November 20, 2008, - 10:18 am
Where Are They Now?: ‘Memba Her?
By Debbie Schlussel
Remember Sister Souljah (real name: Lisa Williamson), the early ’90s hip-hop “artist” who urged the murder of White people?
In what became known as “a Sister Souljah moment”, in his 1992 Presidential campaign, Bill Clinton used her to show White voters he was distancing himself from this stuff, even though his was and remains the party of hip-hop and racism. Speaking the Jesse Jackson’s Rainbow Coalition, Clinton told the Black audience that it was wrong for them to embrace the likes of Sister Souljah, who said,
If Black people kill Black people every day, why not have a week and kill White people?
So, what is Sister Souljah up to now? Promoting Islamic values to Black American kids in her hit urban lit books and arrogantly comparing herself to Shakespeare. You knew this was coming–all of the hip-hop cretins from the ’80s and ’90s (and 2000s) eventually embrace Islam, the religion which claims to embrace modesty, but is really the Religion of American Cultural Depravity.
These days, she prefers talking about her best-selling novels, The Coldest Winter (1999) and its new prequel, Midnight: A Gangster Love Story (Atria, $26.95).
Both are raw cautionary tales about drugs and violence in New York. She calls them “literature. Period.”
“Shakespeare wrote about love. I write about love. Shakespeare wrote about gang warfare, family feuds and revenge. I write about all the same things.”
Yeah, when I think of Sister Souljah, I think “Shakespeare.” Yeah that’s the ticket.
Her publisher says The Coldest Winter has 1 million copies in print. Midnight made its debut on USA TODAY’s Best-Selling Books list last week at No. 31. This week it’s No. 54.
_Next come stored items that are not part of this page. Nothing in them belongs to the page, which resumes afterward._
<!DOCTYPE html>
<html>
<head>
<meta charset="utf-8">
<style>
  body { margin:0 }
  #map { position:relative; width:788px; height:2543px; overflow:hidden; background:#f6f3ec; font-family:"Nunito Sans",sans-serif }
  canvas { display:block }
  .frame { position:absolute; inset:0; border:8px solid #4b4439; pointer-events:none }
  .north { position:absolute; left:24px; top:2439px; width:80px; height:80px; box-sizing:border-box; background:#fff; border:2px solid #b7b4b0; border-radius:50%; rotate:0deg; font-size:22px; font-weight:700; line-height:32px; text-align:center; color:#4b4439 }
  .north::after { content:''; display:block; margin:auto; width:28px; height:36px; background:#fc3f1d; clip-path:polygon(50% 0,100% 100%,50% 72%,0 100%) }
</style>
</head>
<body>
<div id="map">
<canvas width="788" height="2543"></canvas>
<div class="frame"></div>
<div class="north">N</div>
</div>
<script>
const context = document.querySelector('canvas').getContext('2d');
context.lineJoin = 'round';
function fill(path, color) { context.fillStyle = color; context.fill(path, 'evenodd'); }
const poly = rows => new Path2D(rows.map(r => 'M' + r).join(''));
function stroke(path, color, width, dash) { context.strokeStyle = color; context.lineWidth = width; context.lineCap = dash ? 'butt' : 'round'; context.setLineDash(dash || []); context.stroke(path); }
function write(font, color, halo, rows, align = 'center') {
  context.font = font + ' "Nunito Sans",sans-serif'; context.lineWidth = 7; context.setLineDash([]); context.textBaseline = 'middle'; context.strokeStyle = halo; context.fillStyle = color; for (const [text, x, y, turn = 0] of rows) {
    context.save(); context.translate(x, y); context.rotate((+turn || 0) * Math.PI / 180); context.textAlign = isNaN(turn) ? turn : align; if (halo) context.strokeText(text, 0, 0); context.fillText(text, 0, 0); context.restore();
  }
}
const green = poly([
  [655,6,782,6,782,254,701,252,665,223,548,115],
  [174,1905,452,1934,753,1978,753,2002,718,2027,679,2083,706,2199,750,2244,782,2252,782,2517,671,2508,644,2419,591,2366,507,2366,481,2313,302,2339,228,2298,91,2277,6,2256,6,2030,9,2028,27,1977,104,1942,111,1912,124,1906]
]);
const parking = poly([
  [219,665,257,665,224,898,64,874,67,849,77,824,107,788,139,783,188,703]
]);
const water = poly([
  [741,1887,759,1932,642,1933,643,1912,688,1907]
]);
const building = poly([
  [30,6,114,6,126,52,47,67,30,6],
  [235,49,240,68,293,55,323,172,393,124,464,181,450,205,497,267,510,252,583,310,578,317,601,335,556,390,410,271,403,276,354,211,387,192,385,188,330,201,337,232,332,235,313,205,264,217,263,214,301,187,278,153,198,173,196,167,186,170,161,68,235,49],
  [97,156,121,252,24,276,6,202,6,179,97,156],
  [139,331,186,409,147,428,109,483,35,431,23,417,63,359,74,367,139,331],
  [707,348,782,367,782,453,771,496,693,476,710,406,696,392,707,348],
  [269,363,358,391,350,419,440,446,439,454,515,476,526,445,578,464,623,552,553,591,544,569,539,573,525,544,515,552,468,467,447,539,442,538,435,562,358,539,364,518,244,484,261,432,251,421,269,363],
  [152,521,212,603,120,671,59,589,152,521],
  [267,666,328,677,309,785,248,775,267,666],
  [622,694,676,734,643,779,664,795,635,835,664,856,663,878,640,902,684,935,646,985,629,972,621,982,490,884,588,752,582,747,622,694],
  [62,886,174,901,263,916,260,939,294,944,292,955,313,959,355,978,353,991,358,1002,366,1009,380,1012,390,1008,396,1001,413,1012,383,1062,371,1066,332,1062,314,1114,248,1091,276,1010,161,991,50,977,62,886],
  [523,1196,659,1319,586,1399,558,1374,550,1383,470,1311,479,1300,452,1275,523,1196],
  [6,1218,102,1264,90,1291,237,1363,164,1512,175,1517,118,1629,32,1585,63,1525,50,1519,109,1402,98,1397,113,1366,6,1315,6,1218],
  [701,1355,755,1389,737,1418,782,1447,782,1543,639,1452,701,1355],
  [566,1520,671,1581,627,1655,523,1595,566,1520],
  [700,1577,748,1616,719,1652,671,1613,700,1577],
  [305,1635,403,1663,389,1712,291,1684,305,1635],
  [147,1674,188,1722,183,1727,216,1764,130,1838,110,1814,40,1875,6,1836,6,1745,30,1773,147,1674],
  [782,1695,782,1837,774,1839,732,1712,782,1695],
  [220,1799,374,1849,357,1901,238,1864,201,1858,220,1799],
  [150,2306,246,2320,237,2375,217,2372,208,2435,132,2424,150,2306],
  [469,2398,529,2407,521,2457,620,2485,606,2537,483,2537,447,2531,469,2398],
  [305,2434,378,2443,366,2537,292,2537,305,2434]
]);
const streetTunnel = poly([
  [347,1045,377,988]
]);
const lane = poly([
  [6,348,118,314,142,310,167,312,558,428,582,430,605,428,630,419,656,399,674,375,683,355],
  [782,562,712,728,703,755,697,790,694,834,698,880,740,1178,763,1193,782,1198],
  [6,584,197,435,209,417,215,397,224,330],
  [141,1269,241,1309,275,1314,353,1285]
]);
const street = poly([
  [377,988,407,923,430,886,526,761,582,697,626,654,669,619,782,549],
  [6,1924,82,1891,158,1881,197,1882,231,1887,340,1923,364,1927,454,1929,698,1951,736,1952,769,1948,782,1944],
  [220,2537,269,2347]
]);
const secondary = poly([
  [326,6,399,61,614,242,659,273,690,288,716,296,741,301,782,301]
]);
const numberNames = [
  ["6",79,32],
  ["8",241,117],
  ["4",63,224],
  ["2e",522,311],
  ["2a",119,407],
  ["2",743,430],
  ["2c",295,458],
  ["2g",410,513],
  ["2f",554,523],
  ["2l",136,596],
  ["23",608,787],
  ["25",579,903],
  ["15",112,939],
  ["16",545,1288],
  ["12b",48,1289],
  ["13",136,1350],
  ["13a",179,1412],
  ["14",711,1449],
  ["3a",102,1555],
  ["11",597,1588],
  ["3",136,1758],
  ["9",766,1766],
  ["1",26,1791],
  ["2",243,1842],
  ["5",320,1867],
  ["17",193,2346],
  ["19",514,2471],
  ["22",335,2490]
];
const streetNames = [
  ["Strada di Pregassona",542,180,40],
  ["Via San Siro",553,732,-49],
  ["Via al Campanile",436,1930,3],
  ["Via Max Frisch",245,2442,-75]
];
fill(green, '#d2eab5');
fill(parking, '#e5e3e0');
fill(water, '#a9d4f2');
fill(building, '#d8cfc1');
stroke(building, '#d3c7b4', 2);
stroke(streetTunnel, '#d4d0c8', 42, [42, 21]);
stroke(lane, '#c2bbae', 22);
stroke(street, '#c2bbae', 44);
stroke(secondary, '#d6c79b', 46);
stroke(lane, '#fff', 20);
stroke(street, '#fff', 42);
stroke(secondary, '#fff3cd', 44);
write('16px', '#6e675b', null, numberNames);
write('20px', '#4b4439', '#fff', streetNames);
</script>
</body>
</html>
Souljah isn’t surprised her new book is selling. For nine years, her readers have been asking about Midnight, a handsome, fiercely proud Sudanese immigrant who had a supporting role in her first novel.
“Some girls even wanted his phone number,” she says. “I had to tell them, ‘He’s fictional.’ ” . . .
In the novel, Midnight, who immigrates to New York at 7, comes of age, struggling to uphold his Islamic values amid urban violence. Souljah wrote it to explain “how he was raised and got to be the man he is.”
As opposed to the Islamic values that create mass violence–mass murder, mass rape, and mass torture of Blacks–all over Sudan, from where her character emanates, and to which she’s quite obviously oblivious.
She praises President-elect Barack Obama for his “intelligence and endurance.”
Of course, now, with President-Elect Barack Obama and First-Lady-in-Waiting Blackie O, there aren’t any “Sister Souljah moments”, only a Sister Souljah Presidency for at least the next four years. The Sister Souljahs of the world haven’t been marginalized by Black America, they’ve overtaken the American culture and helped elect a mysterious, red-flag laden President with Marxist leanings.
Congrats, America. We are now a Sister Souljah Nation.
B.O. must be proud of this sistas endorsement. Looks like she put about 75 pounds on.LOL.